The company obtained sales consent last week for the office property in Mong Kok's tallest commercial building and plans to launch the sale next month, a Great Eagle source said.
To achieve the best price, the 59-story office tower will be sold on a strata title basis, or floor by floor.
However, the price, which will be based on prevailing market levels in Kowloon of nearly HK$9,000 per square foot, has yet to be finalized, the source said.
Great Eagle managing director Lo Ka-shui had said earlier that the firm's gearing ratio could be further reduced to as low as 50 percent from the current 60 percent if it decided to sell the office space at Langham Place. Lo was not available for comment Friday.
Great Eagle borrowed heavily to build Langham Place, a mixed co- developed project with the Urban Renewal Authority featuring a five-star hotel, high-end shopping mall and Grade A offices. The complex was the company's largest single investment.

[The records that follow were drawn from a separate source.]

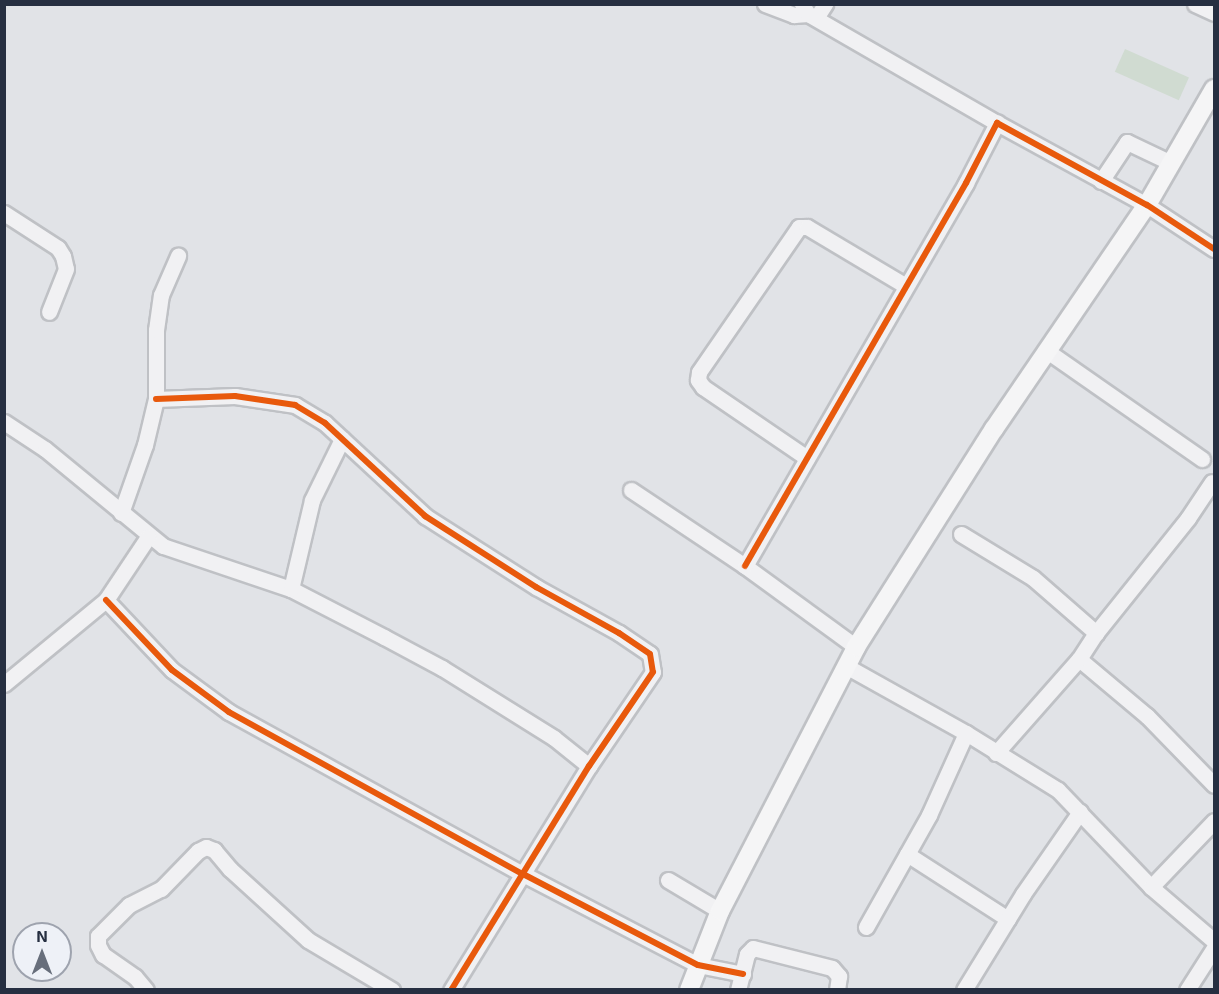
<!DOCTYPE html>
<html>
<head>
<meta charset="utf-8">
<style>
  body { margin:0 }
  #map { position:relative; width:1219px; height:994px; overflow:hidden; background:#e1e3e7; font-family:"Exo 2",sans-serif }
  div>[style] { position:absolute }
  .green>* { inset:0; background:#d0dbd1; transform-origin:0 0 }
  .roads { filter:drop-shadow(2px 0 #bfc1c5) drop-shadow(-2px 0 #bfc1c5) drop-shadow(0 2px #bfc1c5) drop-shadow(0 -2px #bfc1c5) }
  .minor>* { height:15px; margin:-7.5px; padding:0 7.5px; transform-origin:7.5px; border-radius:7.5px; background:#f1f1f3 }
  .major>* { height:18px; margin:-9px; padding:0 9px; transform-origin:9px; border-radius:9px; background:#f5f5f6 }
  .cycleway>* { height:6px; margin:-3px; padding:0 3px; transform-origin:3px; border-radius:3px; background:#e8590c }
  span { translate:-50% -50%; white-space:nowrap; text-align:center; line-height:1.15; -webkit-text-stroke:4.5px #eef1f7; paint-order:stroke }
  .frame { position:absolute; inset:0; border:6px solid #262f41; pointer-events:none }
  .north { position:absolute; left:12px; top:922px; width:60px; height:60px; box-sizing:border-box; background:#eef1f7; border:2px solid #9ea3ae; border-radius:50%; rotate:0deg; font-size:16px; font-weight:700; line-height:24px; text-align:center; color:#262f41 }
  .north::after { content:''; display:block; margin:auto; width:21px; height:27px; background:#676e7b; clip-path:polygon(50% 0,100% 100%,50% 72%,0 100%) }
</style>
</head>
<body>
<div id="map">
  <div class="green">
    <i style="left:1125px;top:49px;width:70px;height:25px;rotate:24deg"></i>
  </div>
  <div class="roads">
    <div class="minor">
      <i style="left:765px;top:4px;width:31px;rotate:21deg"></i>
      <i style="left:794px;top:15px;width:14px;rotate:-4deg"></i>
      <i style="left:802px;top:4px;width:12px;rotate:59deg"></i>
      <i style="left:808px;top:14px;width:218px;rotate:30deg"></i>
      <i style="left:997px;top:123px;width:171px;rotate:28.7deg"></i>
      <i style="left:1147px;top:205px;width:80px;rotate:33.3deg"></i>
      <i style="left:1195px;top:4px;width:21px;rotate:25deg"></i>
      <i style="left:816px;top:18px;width:17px;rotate:-57deg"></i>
      <i style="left:1101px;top:181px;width:47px;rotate:-56.3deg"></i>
      <i style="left:1127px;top:142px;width:49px;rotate:25.5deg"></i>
      <i style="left:4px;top:213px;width:64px;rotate:32.9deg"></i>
      <i style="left:58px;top:248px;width:9px;rotate:58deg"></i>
      <i style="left:63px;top:256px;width:13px;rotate:77deg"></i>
      <i style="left:66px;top:269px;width:46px;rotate:111.6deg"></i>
      <i style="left:1047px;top:351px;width:189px;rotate:34.9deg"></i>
      <i style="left:156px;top:399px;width:79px;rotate:-2.2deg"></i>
      <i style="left:235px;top:396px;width:61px;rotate:8.5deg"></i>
      <i style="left:295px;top:405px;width:35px;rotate:31deg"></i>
      <i style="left:325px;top:423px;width:137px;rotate:42.9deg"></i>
      <i style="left:425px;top:516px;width:132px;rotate:32.6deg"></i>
      <i style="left:536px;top:587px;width:95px;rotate:29deg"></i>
      <i style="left:619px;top:633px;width:37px;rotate:34deg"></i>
      <i style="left:650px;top:654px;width:18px;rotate:81deg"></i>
      <i style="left:653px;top:672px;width:114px;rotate:124.2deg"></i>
      <i style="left:589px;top:766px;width:263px;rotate:121.6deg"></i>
      <i style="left:4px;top:422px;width:49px;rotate:33.4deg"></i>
      <i style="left:45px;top:449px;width:153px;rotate:39.4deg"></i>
      <i style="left:163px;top:546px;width:135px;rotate:18.6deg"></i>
      <i style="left:291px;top:589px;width:105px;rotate:27.3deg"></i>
      <i style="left:384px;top:637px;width:66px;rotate:28.1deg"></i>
      <i style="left:442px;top:668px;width:132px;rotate:32deg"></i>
      <i style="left:554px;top:738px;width:45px;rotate:38.7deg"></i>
      <i style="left:807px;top:458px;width:126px;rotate:-145.7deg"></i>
      <i style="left:703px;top:387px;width:9px;rotate:-126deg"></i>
      <i style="left:698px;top:380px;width:8px;rotate:-83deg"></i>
      <i style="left:699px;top:372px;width:176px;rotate:-55.4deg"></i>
      <i style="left:799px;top:227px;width:8px"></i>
      <i style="left:807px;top:227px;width:115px;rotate:30.8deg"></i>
      <i style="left:631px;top:490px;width:137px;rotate:33.7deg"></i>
      <i style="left:745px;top:566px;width:137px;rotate:36.1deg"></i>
      <i style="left:121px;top:513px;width:72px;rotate:-70.6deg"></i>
      <i style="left:145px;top:445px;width:47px;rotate:-76.6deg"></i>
      <i style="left:156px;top:399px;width:69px;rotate:-90deg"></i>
      <i style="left:156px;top:330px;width:35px;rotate:-82deg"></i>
      <i style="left:161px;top:295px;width:43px;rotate:-66.4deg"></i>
      <i style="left:961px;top:534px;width:84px;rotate:31.4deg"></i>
      <i style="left:1033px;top:578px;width:84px;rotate:41.1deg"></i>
      <i style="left:745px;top:566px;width:442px;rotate:-60deg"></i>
      <i style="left:966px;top:183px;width:68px;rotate:-62.7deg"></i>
      <i style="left:291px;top:589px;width:91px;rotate:-76.7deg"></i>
      <i style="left:312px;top:500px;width:68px;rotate:-63.8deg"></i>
      <i style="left:106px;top:600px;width:96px;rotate:46.7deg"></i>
      <i style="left:172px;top:670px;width:71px;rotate:36.4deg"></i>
      <i style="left:229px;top:712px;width:336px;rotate:28.9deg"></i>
      <i style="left:523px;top:874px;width:197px;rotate:27.5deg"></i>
      <i style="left:698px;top:965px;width:46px;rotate:11.3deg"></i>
      <i style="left:1079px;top:659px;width:89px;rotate:40deg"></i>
      <i style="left:1147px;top:716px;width:96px;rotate:45.8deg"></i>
      <i style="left:846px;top:666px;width:137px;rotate:29.2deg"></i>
      <i style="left:966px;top:733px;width:108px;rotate:31.8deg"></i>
      <i style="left:1058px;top:790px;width:134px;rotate:46.2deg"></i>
      <i style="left:1151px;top:887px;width:83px;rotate:40.6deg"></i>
      <i style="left:4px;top:684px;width:132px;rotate:-39.5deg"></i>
      <i style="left:106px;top:600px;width:76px;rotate:-56.3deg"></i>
      <i style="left:996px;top:753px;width:125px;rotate:-48.6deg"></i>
      <i style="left:1079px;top:659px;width:31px;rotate:-57deg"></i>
      <i style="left:1096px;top:633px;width:147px;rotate:-51.3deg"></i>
      <i style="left:1188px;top:518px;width:43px;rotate:-56.3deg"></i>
      <i style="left:907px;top:854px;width:120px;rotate:32.8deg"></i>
      <i style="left:668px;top:880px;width:61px;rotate:30.8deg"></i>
      <i style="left:1151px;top:887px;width:91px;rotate:-46.3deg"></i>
      <i style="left:866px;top:927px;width:129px;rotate:-60.6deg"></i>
      <i style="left:929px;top:815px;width:90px;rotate:-65.7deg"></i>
      <i style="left:146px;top:990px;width:17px;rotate:-130deg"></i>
      <i style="left:135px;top:977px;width:39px;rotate:-145deg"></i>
      <i style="left:103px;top:955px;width:11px;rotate:-117deg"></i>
      <i style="left:98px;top:945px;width:9px;rotate:-90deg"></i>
      <i style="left:98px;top:936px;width:44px;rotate:-45deg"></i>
      <i style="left:129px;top:905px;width:36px;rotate:-27deg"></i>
      <i style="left:161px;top:889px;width:53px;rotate:-45.8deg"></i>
      <i style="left:198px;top:851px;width:9px;rotate:-27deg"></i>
      <i style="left:206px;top:847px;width:9px;rotate:21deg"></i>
      <i style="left:214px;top:850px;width:25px;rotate:50deg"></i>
      <i style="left:230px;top:869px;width:105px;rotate:42.3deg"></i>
      <i style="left:308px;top:940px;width:98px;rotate:30.8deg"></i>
      <i style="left:738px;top:990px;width:37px;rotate:-76deg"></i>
      <i style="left:747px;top:954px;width:8px;rotate:-45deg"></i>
      <i style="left:753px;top:948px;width:81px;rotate:14.2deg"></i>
      <i style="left:832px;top:968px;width:11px;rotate:49deg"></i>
      <i style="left:839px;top:976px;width:14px;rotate:98deg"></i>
      <i style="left:964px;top:990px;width:113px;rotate:-58.4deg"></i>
      <i style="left:1023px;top:894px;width:100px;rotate:-55.2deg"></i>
      <i style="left:1187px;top:990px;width:50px;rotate:-57.3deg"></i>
    </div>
    <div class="major">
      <i style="left:689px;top:990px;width:85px;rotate:-68.6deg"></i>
      <i style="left:720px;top:911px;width:297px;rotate:-62.7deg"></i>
      <i style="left:856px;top:647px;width:258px;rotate:-57.7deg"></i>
      <i style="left:994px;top:429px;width:271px;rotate:-55.7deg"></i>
      <i style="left:1147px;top:205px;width:134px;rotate:-60deg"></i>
    </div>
  </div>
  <div class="cycleway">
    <i style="left:156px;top:399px;width:79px;rotate:-2.2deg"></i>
    <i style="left:235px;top:396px;width:61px;rotate:8.5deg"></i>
    <i style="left:295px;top:405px;width:35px;rotate:31deg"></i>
    <i style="left:325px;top:423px;width:137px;rotate:42.9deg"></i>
    <i style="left:425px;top:516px;width:132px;rotate:32.6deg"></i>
    <i style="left:536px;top:587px;width:95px;rotate:29deg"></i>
    <i style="left:619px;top:633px;width:37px;rotate:34deg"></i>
    <i style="left:650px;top:654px;width:18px;rotate:81deg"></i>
    <i style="left:653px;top:672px;width:114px;rotate:124.2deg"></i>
    <i style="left:589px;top:766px;width:263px;rotate:121.6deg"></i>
    <i style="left:745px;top:566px;width:442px;rotate:-60deg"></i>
    <i style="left:966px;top:183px;width:68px;rotate:-62.7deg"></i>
    <i style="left:997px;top:123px;width:171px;rotate:28.7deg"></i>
    <i style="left:1147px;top:205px;width:80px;rotate:33.3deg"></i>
    <i style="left:106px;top:600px;width:96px;rotate:46.7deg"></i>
    <i style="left:172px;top:670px;width:71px;rotate:36.4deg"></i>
    <i style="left:229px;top:712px;width:336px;rotate:28.9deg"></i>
    <i style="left:523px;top:874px;width:197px;rotate:27.5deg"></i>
    <i style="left:698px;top:965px;width:46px;rotate:11.3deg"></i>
  </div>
  <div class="frame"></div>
  <div class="north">N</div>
</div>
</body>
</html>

Great Eagle had spent HK$10.3 billion as of June 30 last year on the construction of the 1.8 million sqft complex, which was fully open last year. As of December 31, its net outstanding debt was HK$14.66 billion, an increase of HK$904 million from a year earlier. Analysts estimate the company will be able to fetch an average price of at least HK$9,000-10,000 psf and reduce debt by 47.7 percent to about HK$7.66 billion by selling the 700,000 sqft office tower.
Langham Place is expected to sell at better prices than similar Grade A offices in Kowloon since it is newer, with seaviews and a well-connected location, analysts said.

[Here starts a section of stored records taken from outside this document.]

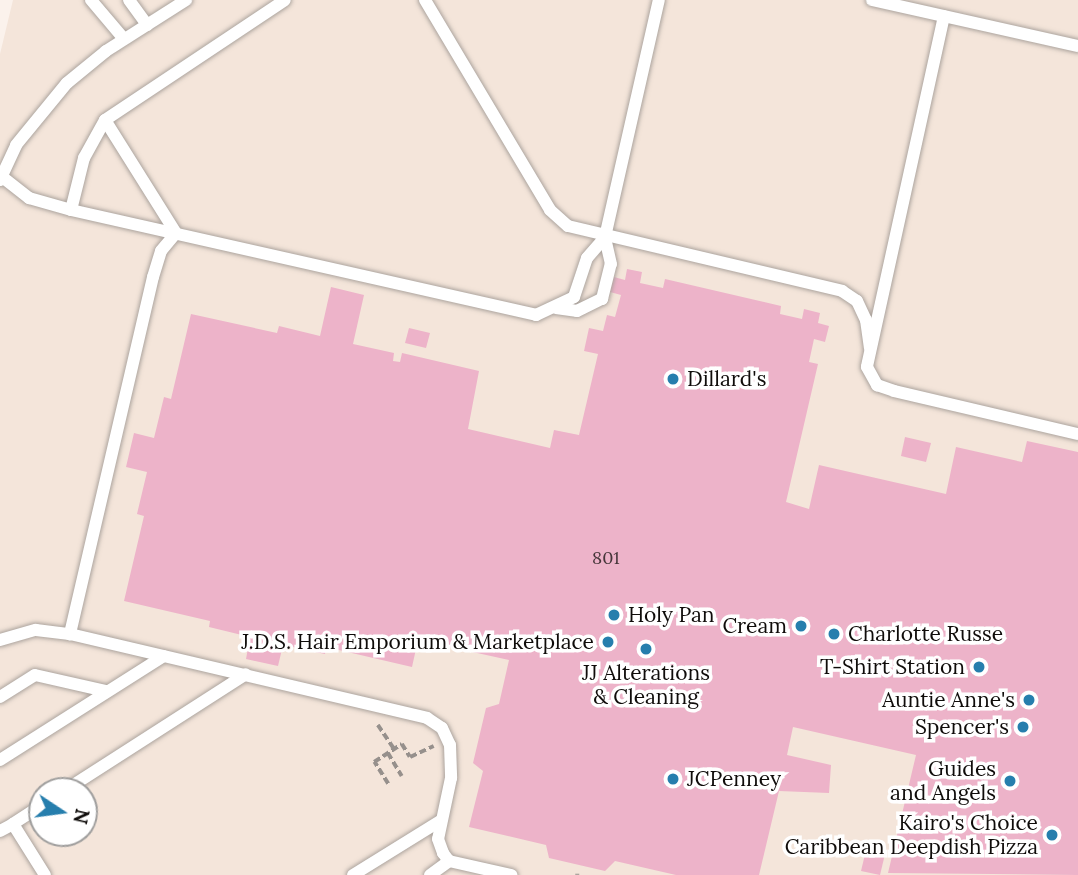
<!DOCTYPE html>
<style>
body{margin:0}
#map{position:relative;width:1078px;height:875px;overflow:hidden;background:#fbf2ec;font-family:Lora,serif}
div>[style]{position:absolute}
.built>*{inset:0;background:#f4e5da}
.building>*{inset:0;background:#edb3c9}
.path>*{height:3.5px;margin-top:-1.75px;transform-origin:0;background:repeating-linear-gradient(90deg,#96908c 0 7px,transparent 0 10.5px)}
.roads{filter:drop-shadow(0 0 2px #aca49e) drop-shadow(0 0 2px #aca49e)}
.lane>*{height:12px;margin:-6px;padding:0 6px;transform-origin:6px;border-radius:6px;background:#fff}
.dots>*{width:19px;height:19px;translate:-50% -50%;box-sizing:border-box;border:4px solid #fff;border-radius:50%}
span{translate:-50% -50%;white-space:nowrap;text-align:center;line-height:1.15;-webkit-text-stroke:7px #fff;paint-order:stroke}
.number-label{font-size:18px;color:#46363a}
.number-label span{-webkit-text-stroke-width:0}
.poi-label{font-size:21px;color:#0f0c0a}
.left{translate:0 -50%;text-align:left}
.right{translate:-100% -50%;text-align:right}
.north{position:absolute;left:28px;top:777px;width:70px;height:70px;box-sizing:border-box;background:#fff;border:2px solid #9f9e9d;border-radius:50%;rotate:103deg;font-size:19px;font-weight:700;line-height:28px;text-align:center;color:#0f0c0a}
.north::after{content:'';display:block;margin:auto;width:24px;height:32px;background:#267ead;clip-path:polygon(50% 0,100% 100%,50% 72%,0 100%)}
</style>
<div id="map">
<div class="built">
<div style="clip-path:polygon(evenodd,13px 0,1078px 0,1078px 875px,0 875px,0 54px,13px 0,42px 791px,84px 791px,84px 833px,42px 833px,42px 791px)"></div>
</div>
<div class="building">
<div style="clip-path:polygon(627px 269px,642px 272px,640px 283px,663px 288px,665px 279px,781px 306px,780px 314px,802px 319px,804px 309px,820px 313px,818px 323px,829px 326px,825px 342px,814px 339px,809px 362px,818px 364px,786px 502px,809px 509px,819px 465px,946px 494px,956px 447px,1022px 462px,1027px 441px,1078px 452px,1078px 875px,888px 873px,916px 755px,793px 727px,787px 755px,831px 765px,829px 793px,779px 791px,759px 875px,676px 875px,615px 861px,605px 871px,549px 858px,546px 845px,469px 827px,483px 771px,473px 763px,486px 708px,499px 704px,509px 660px,418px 640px,412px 667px,326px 647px,325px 654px,283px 645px,278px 666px,246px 659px,250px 637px,209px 627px,210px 621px,124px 601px,144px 516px,137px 514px,147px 472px,126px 467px,134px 433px,154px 438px,164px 397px,171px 399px,191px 314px,277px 333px,279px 326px,320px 336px,331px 287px,364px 295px,353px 344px,394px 353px,393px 361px,400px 362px,402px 353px,479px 371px,468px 429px,550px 448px,554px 430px,579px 435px,598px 354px,584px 351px,589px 328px,603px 331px,607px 315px,615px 317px,621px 295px,610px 292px,614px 277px,625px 280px)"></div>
<div style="clip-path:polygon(409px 328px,430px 333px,426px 348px,405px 343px)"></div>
<div style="clip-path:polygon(905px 437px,931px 443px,926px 462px,901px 456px)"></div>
<div style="clip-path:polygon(867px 846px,886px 850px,880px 875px,861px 871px)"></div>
</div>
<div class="path">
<div style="left:378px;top:725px;width:29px;rotate:56deg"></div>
<div style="left:388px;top:753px;width:27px;rotate:59deg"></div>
<div style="left:388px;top:784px;width:26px;rotate:-122deg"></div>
<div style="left:374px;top:762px;width:33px;rotate:-33deg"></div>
<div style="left:402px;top:744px;width:15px;rotate:58deg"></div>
<div style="left:410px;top:757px;width:26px;rotate:-25deg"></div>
<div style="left:577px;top:875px;width:1px;rotate:-90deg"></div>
</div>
<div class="roads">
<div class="lane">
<div style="left:91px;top:0;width:51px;rotate:49.8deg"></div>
<div style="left:129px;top:0;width:31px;rotate:54deg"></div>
<div style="left:425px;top:0;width:244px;rotate:59.2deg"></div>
<div style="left:550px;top:210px;width:24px;rotate:42deg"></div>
<div style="left:568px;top:226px;width:282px;rotate:13.3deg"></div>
<div style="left:842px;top:291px;width:18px;rotate:34deg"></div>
<div style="left:857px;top:301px;width:21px;rotate:65deg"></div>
<div style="left:866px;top:320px;width:28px;rotate:82deg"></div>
<div style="left:872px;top:0;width:211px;rotate:12.6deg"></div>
<div style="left:944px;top:16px;width:359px;rotate:102.4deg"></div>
<div style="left:867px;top:367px;width:21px;rotate:61deg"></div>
<div style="left:877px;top:385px;width:18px;rotate:19deg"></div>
<div style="left:894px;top:391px;width:189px;rotate:13.2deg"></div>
<div style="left:105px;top:120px;width:216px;rotate:-33.7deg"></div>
<div style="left:1px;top:176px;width:36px;rotate:38deg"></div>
<div style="left:29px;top:198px;width:44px;rotate:15.9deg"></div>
<div style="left:71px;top:210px;width:477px;rotate:12.7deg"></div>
<div style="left:536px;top:315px;width:42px;rotate:-25.3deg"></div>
<div style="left:574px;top:297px;width:41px;rotate:-71.6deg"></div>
<div style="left:587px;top:258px;width:28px;rotate:-49deg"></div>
<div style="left:605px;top:237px;width:243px;rotate:-77.2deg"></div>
<div style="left:0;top:180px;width:38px;rotate:-65deg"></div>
<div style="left:16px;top:145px;width:80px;rotate:-50.6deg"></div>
<div style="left:67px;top:83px;width:50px;rotate:-39.4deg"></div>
<div style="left:106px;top:51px;width:95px;rotate:-32.5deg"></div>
<div style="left:71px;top:210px;width:54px;rotate:-76deg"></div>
<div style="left:84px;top:158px;width:43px;rotate:-61.1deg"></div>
<div style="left:105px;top:120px;width:133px;rotate:57.9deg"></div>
<div style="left:176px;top:233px;width:23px;rotate:130deg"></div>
<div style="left:161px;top:251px;width:27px;rotate:107deg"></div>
<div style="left:153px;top:277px;width:367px;rotate:103.1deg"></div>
<div style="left:70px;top:634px;width:367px;rotate:13.2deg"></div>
<div style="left:427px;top:718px;width:18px;rotate:34deg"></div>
<div style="left:442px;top:728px;width:19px;rotate:65deg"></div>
<div style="left:450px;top:745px;width:33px;rotate:88deg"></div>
<div style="left:451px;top:778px;width:62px;rotate:102deg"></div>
<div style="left:438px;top:839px;width:15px;rotate:70deg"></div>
<div style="left:443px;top:853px;width:10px;rotate:53deg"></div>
<div style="left:449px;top:861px;width:64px;rotate:12.7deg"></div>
<div style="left:556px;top:308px;width:21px;rotate:8deg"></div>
<div style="left:577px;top:311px;width:28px;rotate:-26deg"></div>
<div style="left:602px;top:299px;width:36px;rotate:-76deg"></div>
<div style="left:611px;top:264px;width:28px;rotate:-103deg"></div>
<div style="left:0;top:640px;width:37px;rotate:-16deg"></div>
<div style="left:36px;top:630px;width:34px;rotate:7deg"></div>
<div style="left:0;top:697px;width:41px;rotate:-32.2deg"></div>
<div style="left:35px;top:675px;width:73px;rotate:12.7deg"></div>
<div style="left:0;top:760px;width:194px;rotate:-32.4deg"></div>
<div style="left:64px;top:791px;width:216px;rotate:-32.7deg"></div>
<div style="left:42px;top:805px;width:35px;rotate:147deg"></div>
<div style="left:13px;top:824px;width:60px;rotate:57.9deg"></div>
<div style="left:0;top:831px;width:15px;rotate:-28deg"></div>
<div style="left:353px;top:875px;width:102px;rotate:-31.8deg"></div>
<div style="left:430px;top:875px;width:24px;rotate:-36deg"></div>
</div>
</div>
<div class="dots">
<div style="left:673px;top:379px;background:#267ead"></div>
<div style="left:614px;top:615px;background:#267ead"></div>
<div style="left:801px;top:626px;background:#267ead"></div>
<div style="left:834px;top:634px;background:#267ead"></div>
<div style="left:608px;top:642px;background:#267ead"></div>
<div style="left:646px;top:649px;background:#267ead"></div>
<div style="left:979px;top:667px;background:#267ead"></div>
<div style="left:1029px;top:700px;background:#267ead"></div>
<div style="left:1023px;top:727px;background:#267ead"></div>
<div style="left:673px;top:779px;background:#267ead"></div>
<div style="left:1010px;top:781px;background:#267ead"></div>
<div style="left:1052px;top:835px;background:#267ead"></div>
</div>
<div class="number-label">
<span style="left:606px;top:558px">801</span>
</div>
<div class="poi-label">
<span class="left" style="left:687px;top:379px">Dillard's</span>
<span class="left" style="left:628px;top:615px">Holy Pan</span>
<span class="right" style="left:787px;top:626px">Cream</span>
<span class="left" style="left:848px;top:634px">Charlotte Russe</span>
<span class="right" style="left:594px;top:642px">J.D.S. Hair Emporium &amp; Marketplace</span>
<span class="right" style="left:965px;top:667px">T-Shirt Station</span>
<span style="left:646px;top:685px">JJ Alterations<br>&amp; Cleaning</span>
<span class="right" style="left:1015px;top:700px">Auntie Anne's</span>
<span class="right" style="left:1009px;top:727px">Spencer's</span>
<span class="right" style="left:996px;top:781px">Guides<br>and Angels</span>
<span class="left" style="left:687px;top:779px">JCPenney</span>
<span class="right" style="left:1038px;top:835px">Kairo's Choice<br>Caribbean Deepdish Pizza</span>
</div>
<div class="north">N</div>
</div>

Shrinking supply of new office space and reviving demand are also expected to continue to put upward pressure on Grade A office rents and prices, they added.
Real estate consultant CB Richard Ellis expects Grade A office rents and capital values to show increases of 35 percent and 35-40 percent, respectively, this year. Grade A office rents and capital values jumped 13.6 percent and 21.5 percent, respectively, in the first quarter.
Great Eagle's Lo has said demand for Grade A offices will increase dramatically as supply is forecast to reach a record low from 2006 to 2009, and there will be no new supply in Sheung Wan, Central, Wan Chai or Causeway Bay from 2007 to 2009.
Still, the recovery of the Hong Kong office market has yet to favor Great Eagle, which reported a 6 percent fall in 2004 earnings to HK$312 million due to rent cuts during the economic downturn in previous years. However, the company expected a modest recovery in its Hong Kong rental income this year as new leasing appeared to have gained momentum in 2005 and rental reversions had turned positive.